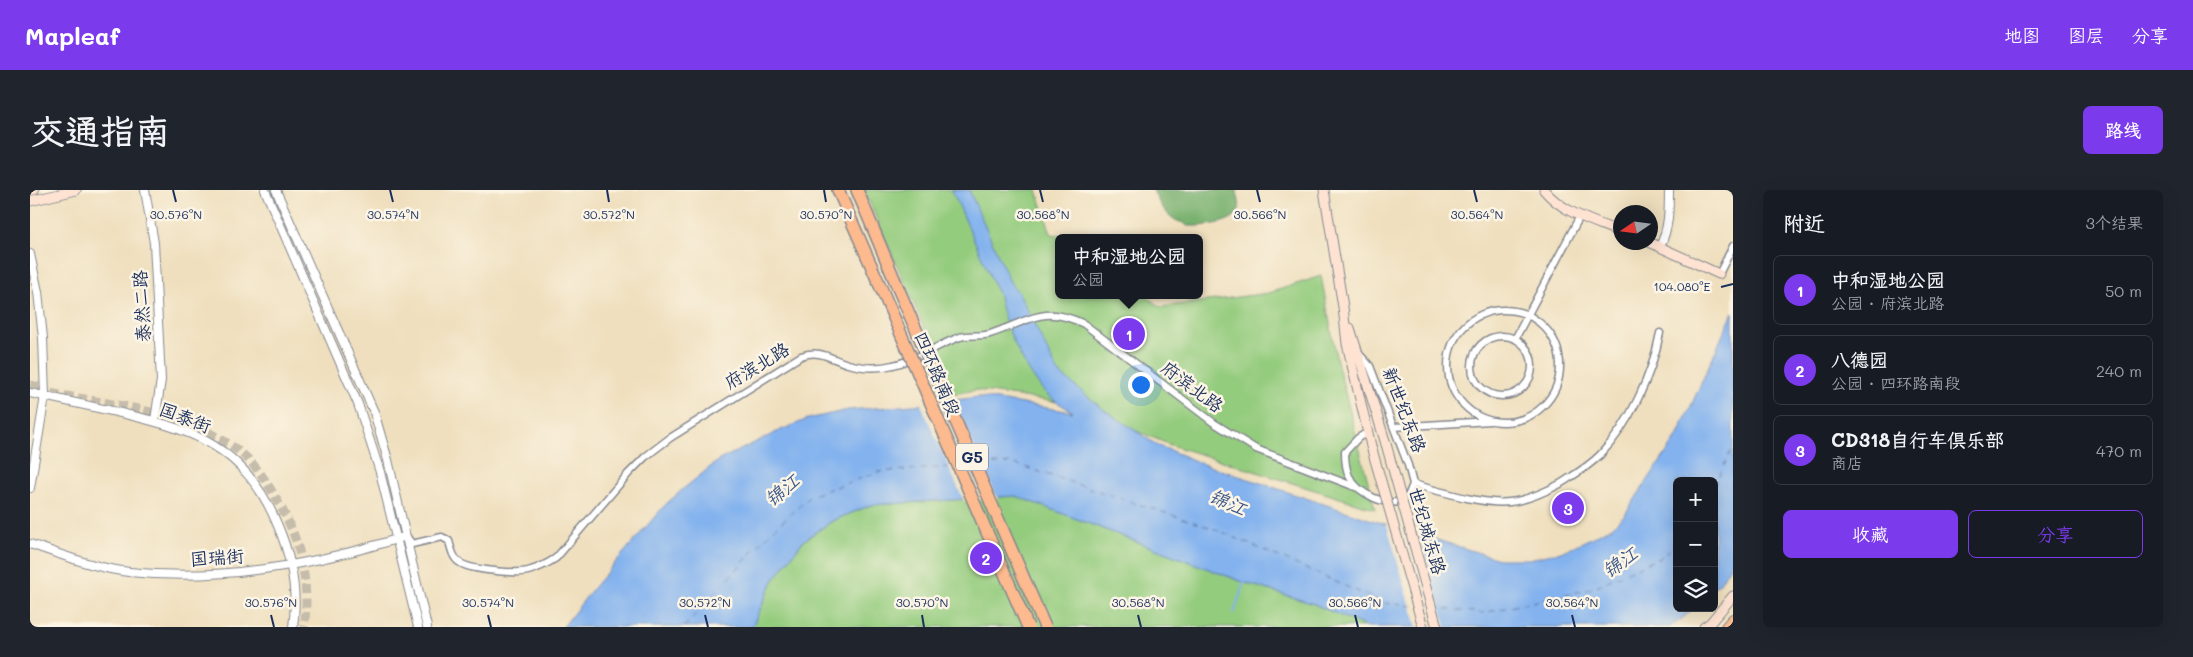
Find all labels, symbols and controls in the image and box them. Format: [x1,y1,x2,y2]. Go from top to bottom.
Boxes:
text: Mapleaf [25,20,120,51]
text: 地图 [2004,23,2040,47]
text: 图层 [2068,23,2104,47]
text: 分享 [2132,23,2168,47]
button: 路线 [2083,106,2163,154]
text: 交通指南 [30,107,170,153]
north arrow [1613,205,1658,250]
text: 30.576°N [150,206,202,222]
text: 30.574°N [367,206,419,222]
text: 30.572°N [583,206,635,222]
text: 30.570°N [800,206,852,222]
text: 30.568°N [1017,206,1069,222]
text: 30.566°N [1234,206,1286,222]
text: 30.564°N [1451,206,1503,222]
text: 附近 [1783,209,1825,236]
text: 3个结果 [2086,212,2143,233]
popup [1055,234,1203,299]
text: 中和湿地公园 [1072,243,1186,268]
text: 中和湿地公园 [1831,267,1945,292]
text: 公园 [1072,268,1104,289]
street label: 泰然二路 [127,269,155,343]
text: 104.080°E [1654,278,1711,294]
text: 1 [1796,280,1804,301]
text: 50 m [2105,280,2142,301]
text: 公园 · 府滨北路 [1831,292,1944,313]
pin: 1 [1113,315,1145,353]
street label: 四环路南段 [909,327,967,420]
street label: 府滨北路 [719,336,794,394]
text: 八德园 [1831,347,1888,372]
street label: 府滨北路 [1157,355,1229,417]
text: 2 [1796,360,1804,381]
text: 240 m [2096,360,2142,381]
street label: 新世纪东路 [1378,363,1432,456]
your location [1128,372,1154,398]
text: 公园 · 四环路南段 [1831,372,1960,393]
street label: 国泰街 [156,396,215,438]
text: CD318自行车俱乐部 [1831,427,2004,452]
text: 3 [1795,440,1805,461]
text: 470 m [2096,440,2142,461]
road number: G5 [956,443,988,470]
text: 商店 [1831,452,1863,473]
water label: 锦江 [759,467,805,511]
map controls [1673,477,1718,612]
button: + [1673,477,1718,522]
water label: 锦江 [1206,482,1252,521]
street label: 世纪城东路 [1404,484,1452,577]
pin: 3 [1552,489,1584,527]
button: 收藏 [1783,510,1958,558]
button: 分享 [1968,510,2143,558]
button: − [1673,522,1718,567]
pin: 2 [970,539,1002,577]
water label: 锦江 [1597,540,1643,583]
street label: 国瑞街 [189,543,245,571]
button: layers [1673,567,1718,612]
text: 30.576°N [245,594,297,610]
text: 30.574°N [462,594,514,610]
text: 30.572°N [679,594,731,610]
text: 30.570°N [896,594,948,610]
text: 30.568°N [1112,594,1164,610]
text: 30.566°N [1329,594,1381,610]
text: 30.564°N [1546,594,1598,610]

· · ·

For each line above that includes the word "府滨北路", make a copy of that line.

text: 公园 · 府滨北路 [1831,292,1944,313]
street label: 府滨北路 [719,336,794,394]
street label: 府滨北路 [1157,355,1229,417]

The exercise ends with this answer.